Segment Start: Supplied records

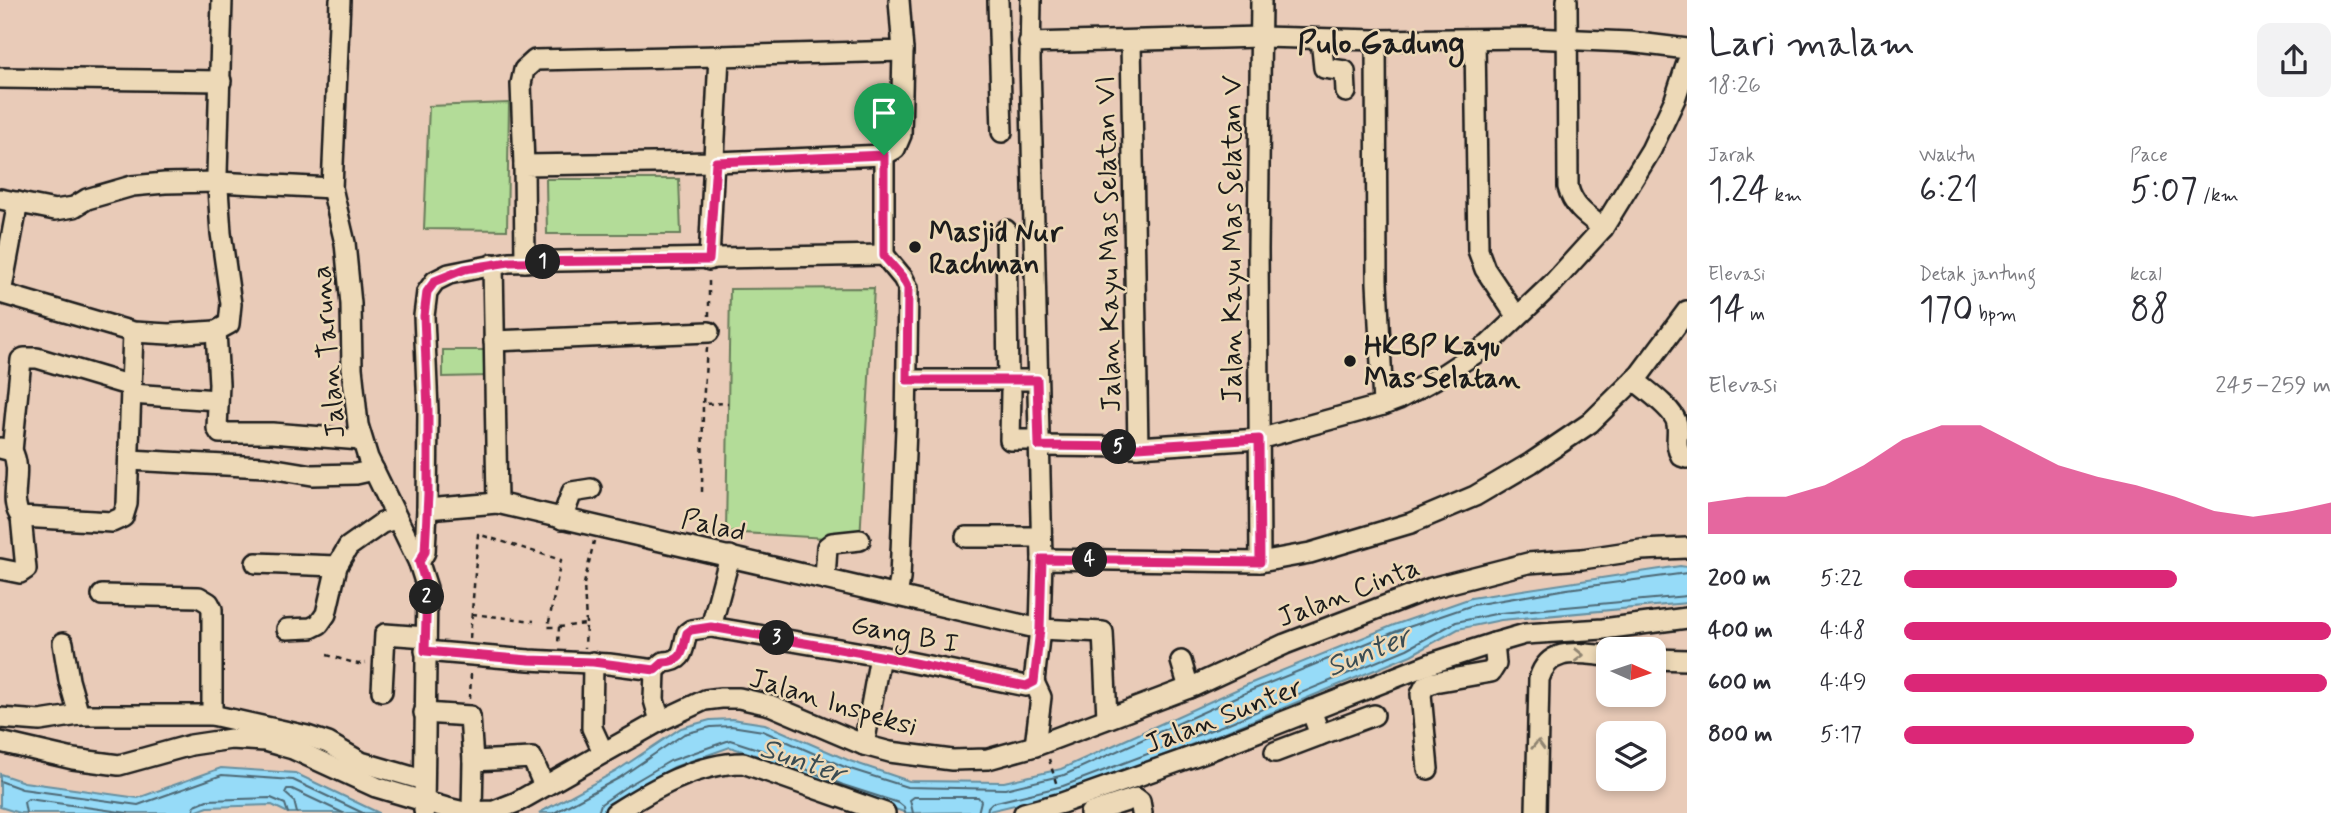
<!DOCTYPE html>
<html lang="id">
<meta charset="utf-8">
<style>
body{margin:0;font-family:Mynerve,sans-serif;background:#f2f2f3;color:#2b2b33;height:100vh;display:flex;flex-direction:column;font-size:26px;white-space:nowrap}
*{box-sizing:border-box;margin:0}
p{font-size:23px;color:#7c7c81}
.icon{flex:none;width:38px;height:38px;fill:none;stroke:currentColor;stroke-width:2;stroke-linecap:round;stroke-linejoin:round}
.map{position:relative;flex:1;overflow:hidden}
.panel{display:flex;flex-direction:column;background:#fff;width:665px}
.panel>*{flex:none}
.needle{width:46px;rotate:93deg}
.buttons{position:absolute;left:1596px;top:637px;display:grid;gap:14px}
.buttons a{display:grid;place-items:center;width:70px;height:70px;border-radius:14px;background:#fff;box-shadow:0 4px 10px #0003;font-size:35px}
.pin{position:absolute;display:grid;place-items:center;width:60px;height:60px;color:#fff;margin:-72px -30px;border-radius:50% 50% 50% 0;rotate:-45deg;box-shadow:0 0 7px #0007}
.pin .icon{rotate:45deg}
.km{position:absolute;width:35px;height:35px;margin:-18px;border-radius:50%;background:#222;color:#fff;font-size:19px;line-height:35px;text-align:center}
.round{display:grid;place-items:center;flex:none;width:74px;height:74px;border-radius:14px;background:#f2f2f3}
.summary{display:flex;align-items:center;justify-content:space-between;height:119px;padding:0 21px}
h1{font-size:38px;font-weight:600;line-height:52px}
.metrics{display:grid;grid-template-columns:repeat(3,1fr);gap:10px;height:119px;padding:7px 21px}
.metrics div{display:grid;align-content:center}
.metrics b{font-size:35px;font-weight:600}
.metrics small{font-size:19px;font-weight:400}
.metrics p{font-size:19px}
.chart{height:196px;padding:14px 21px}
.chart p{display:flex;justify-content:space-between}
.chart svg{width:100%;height:126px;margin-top:7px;fill:#db2777;opacity:.7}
ul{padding:0 21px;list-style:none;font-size:23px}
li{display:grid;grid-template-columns:112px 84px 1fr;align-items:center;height:52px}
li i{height:18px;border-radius:9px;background:#db2777}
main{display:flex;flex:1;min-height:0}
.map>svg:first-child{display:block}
.green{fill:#b3dc98;stroke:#687c5a;stroke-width:2}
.water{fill:#96dbf8;stroke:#658fa0;stroke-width:2}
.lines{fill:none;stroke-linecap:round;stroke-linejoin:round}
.shore{stroke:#4d6874;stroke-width:2}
.minor-casing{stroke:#1c1c1c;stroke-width:24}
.path{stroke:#1c1c1c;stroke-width:2.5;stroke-dasharray:5 5;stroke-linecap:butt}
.minor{stroke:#edd9b7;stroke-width:19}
.oneway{stroke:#8f8471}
.route-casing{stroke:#fff;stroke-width:14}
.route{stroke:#db2777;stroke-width:9}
.poi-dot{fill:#1c1c1c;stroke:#edd9b7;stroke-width:2.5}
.labels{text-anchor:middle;stroke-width:5;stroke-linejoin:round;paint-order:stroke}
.poi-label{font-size:28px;font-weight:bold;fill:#1c1c1c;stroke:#edd9b7;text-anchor:start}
.street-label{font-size:28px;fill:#1c1c1c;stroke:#edd9b7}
.water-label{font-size:30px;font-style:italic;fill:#3a4c53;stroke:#edd9b7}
.quarter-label{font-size:32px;font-weight:bold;fill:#1c1c1c;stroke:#edd9b7}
</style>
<main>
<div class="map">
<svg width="1687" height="813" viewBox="0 0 1687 813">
<rect width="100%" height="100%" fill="#e9cbb8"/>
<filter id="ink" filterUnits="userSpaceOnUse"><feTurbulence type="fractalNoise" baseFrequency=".0143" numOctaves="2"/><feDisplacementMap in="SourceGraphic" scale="14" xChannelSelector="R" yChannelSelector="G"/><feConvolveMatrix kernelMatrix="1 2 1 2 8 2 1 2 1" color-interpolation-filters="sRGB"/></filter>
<g filter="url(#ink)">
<g class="green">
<polygon points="509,103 507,230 424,229 429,106"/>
<polygon points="546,179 679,179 681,234 547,234"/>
<polygon points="874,288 860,540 726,532 730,289"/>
<polygon points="443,350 489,350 488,376 443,377"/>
</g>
<g class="water">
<polygon points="1680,566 1687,567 1687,603 1501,620 1458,629 1411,655 1227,731 1065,793 985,812 907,813 840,791 758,756 730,747 674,767 628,794 601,813 539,813 615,772 681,728 710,720 732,719 765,724 850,761 909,781 1004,782 1061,769 1249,684 1394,625 1471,598"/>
<polygon points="221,768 295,773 379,813 288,813 272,805 208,807 192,813 19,813 0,807 0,774 24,782 138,798"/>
</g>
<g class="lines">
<g class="shore">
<polyline points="0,781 22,789 138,805 222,775 293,780 363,813"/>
<polyline points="26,813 24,802 28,799 128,813"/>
<polyline points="193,813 195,805 207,800 271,798 285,804 288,813"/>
<polyline points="297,813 294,801 285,793 287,789 292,789 343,813"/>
<polyline points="554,813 619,778 684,734 711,727 731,726 763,731 847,768 907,787 1005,789 1064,775 1252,690 1397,631 1473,605 1567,589 1687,573"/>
<polyline points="598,813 601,804 624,788 670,761 730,740 761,750 843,785 899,803 904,807 905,813"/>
<polyline points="913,813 910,800 914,797 978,797 981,801 978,813"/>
<polyline points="987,813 988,807 992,803 1063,786 1224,725 1407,649 1456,622 1500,613 1687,596"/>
</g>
<defs>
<g id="minor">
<polyline points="340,0 332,188 345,243 351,304 352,368 358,425 368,458 419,563 427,588 424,811"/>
<path d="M1567,0L1568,187C1573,207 1587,216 1603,228"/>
<polyline points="998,1 1002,132"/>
<polyline points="1321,39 1324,68 1345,71 1346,92"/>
<polyline points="1475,39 1478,250 1485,269 1517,317"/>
<polyline points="1376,40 1377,282 1383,405"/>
<polyline points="1131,41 1138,447"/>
<polyline points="1029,43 1260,37 1376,40 1530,38 1630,42 1687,49"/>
<polyline points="0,78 221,81"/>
<polyline points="524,165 521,84 524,70 535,60 719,56"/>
<polyline points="0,199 55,210 74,207 87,199 132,186 165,183 218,182 332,188"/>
<polyline points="1006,230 1008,381"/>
<polyline points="884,255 884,155"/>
<polyline points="709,260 719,56 903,51 899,0"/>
<polyline points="525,262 524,165 716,162 884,155 895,149 901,135 903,51"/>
<polyline points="493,264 497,503"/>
<polyline points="0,293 133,332 169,334 216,331 229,324 231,304 221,233 217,174 222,0"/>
<polyline points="1,293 18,202"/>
<polyline points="216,331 219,384 217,428 220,433 272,433 361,440"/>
<polyline points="494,341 709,332"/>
<polyline points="907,380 1037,380"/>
<path d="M1634,380C1645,389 1675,410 1677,424C1679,436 1674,444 1681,456L1687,458"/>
<polyline points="1011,392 1010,440 1039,440"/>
<polyline points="131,394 217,400"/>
<polyline points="1039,446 1138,447 1259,439 1383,405 1399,399 1444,374 1488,345 1553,283 1603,228 1651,150 1675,99 1687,63"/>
<path d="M0,448L12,451C24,472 7,499 21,517L112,522L123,517L127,504L133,332"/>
<polyline points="12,451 21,360 24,358 37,358 131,386"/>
<polyline points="129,460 264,467 312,475 356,474 374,470"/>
<polyline points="427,509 428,410 424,316 427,292 435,281 449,274 509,262 884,255 903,278 908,288 906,428 900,579 897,595"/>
<polyline points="562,519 572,492 591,489"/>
<polyline points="966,537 1041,537"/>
<polyline points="1042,559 1260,562 1310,553 1411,523 1475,496 1531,463 1590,423 1640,374 1687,311"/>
<polyline points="1260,562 1258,249 1261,0"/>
<polyline points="256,563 337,566"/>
<polyline points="419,563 425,552 427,509 497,503 1040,629 1103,632 1107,718"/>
<polyline points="0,569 20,573 26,569 21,517"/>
<polyline points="825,579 827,547 832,543 860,540"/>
<polyline points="102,595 199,597 209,603 212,609 212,715"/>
<polyline points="711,627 880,656 1026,686 1034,682 1040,629 1042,559 1030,60 1031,0"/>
<polyline points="287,629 311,628 319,624 326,614 337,566 348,547 382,523 396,519"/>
<polyline points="63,643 69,680 79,715"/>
<path d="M425,651L529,660L609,664L655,670L664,662C685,661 682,650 687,633L691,630L711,627L730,556"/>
<polyline points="1654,659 1687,660"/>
<polyline points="1181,661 1189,688"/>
<polyline points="593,662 592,728 603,752"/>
<polyline points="655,670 654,700 660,721"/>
<polyline points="1034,682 1041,697 1035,746"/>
<polyline points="382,691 385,634 426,637"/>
<polyline points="1311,710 1320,735 1374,715"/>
<polyline points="424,713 470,716 473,761 472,812"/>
<polyline points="0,718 40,721 79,715 212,715 307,736 328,743 361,762 423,780"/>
<polyline points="0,742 73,759 119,765 191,745 231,739 265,741 293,749 376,787 447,808 464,812 494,811 517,802 660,721 705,700 721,698 739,698 770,705 864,745 890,752 952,760 988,759 1035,746 1194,686 1285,644 1431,588 1528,563 1582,559 1641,550 1687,548"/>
<polyline points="864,745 880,656"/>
<polyline points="1275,752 1320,735"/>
<polyline points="473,761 532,758 544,786"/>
<polyline points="1428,769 1421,694 1425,686 1434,682 1491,672 1496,664 1494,643"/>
<path d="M615,813C653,789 697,763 743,763L885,813"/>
<polyline points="1024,813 1062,803 1211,750 1432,663 1494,643 1525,634 1603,629 1687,618"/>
<polyline points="1090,813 1136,798 1140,801 1142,813"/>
<path d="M1536,813L1539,679C1549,645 1581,654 1608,656"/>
</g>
</defs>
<use href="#minor" class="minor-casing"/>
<g class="path">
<polyline points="709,316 709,278"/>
<polyline points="707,348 703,404 728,403"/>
<polyline points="702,492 703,404"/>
<polyline points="472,614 534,621"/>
<polyline points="586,624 584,584 594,541"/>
<polyline points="559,627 586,624 585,648"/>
<polyline points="470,638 478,534 561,560 548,627 559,627 558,645"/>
<polyline points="327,655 358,664 366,663"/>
<polyline points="470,699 471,673"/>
<polyline points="1049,759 1057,786"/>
</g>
<use href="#minor" class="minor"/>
</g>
<defs><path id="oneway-chevron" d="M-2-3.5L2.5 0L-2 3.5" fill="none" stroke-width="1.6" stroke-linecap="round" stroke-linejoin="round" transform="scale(1.75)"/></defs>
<g class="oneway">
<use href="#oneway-chevron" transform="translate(1579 655) rotate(1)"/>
<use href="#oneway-chevron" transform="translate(1538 745) rotate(-88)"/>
</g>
</g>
<g class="lines" filter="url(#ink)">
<defs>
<path id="route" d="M884,155V256L903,278L908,288L907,380H1037L1039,446L1138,447L1259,439L1260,562L1042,559L1040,629L1034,682L1026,686L880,656L711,627L691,630L687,633C682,650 685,661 664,662L655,670L593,662L529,660L425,651L427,588L419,562L425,552L428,495V410L424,316L427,292L435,281L465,269L509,262L709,260L716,162Z"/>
</defs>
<use href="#route" class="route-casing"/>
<use href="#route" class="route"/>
</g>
<g class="poi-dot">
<circle cx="915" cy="247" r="7"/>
<circle cx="1350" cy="361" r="7"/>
</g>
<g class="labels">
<g class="poi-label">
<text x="929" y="241">Masjid Nur<tspan x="929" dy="32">Rachman</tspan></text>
<text x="1364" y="355">HKBP Kayu<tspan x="1364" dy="32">Mas Selatan</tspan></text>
</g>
<g class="street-label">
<text transform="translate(1231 239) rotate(-90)" y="10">Jalan Kayu Mas Selatan V</text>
<text transform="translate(1107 244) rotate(-91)" y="10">Jalan Kayu Mas Selatan VI</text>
<text transform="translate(327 352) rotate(-95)" y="10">Jalan Taruna</text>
<text transform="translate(714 524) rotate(13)" y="10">Palad</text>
<text transform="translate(1348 591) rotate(-21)" y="10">Jalan Cinta</text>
<text transform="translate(905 633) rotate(11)" y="10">Gang B I</text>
<text transform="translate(834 701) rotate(17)" y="10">Jalan Inspeksi</text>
<text transform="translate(1223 714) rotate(-21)" y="10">Jalan Sunter</text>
</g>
<g class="water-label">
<text transform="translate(1368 651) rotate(-22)" y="10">Sunter</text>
<text transform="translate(803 760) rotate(19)" y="10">Sunter</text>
</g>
<g class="quarter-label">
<text x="1381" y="53">Pulo Gadung</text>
</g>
</g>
</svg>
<div class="buttons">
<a><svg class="needle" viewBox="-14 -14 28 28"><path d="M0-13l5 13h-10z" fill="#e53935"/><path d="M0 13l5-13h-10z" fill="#7c7c81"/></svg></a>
<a><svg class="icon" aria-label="layers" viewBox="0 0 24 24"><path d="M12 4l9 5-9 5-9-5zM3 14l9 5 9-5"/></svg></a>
</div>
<div class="pin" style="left:884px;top:155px;background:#1e9e55"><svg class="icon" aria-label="arrive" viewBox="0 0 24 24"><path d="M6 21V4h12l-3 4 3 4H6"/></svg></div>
<b class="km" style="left:543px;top:262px">1</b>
<b class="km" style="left:427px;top:597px">2</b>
<b class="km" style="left:777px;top:638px">3</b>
<b class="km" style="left:1090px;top:560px">4</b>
<b class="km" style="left:1119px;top:447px">5</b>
</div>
<section class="panel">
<div class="summary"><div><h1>Lari malam</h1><p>18:26</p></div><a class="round"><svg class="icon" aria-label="share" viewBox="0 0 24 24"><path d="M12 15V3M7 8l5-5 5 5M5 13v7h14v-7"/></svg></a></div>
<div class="metrics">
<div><p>Jarak</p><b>1.24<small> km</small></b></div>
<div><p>Waktu</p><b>6:21</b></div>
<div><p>Pace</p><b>5:07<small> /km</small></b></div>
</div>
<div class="metrics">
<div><p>Elevasi</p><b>14<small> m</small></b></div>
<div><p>Detak jantung</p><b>170<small> bpm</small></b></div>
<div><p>kcal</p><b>88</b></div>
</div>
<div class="chart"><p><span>Elevasi</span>245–259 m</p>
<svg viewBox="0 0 160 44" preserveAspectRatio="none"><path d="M0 44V33L10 31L20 31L30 27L40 20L50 11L60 6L70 6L80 13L90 20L100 24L110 27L120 31L130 36L140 38L150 36L160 33V44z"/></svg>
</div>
<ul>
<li><b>200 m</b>5:22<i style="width:64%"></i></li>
<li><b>400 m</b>4:48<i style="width:100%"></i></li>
<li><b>600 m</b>4:49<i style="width:99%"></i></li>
<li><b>800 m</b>5:17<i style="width:68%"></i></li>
</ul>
</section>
</main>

Segment End: Supplied records

Lines with "shadow" in them are what the answer must contain; copy each from the records above.

.buttons a{display:grid;place-items:center;width:70px;height:70px;border-radius:14px;background:#fff;box-shadow:0 4px 10px #0003;font-size:35px}
.pin{position:absolute;display:grid;place-items:center;width:60px;height:60px;color:#fff;margin:-72px -30px;border-radius:50% 50% 50% 0;rotate:-45deg;box-shadow:0 0 7px #0007}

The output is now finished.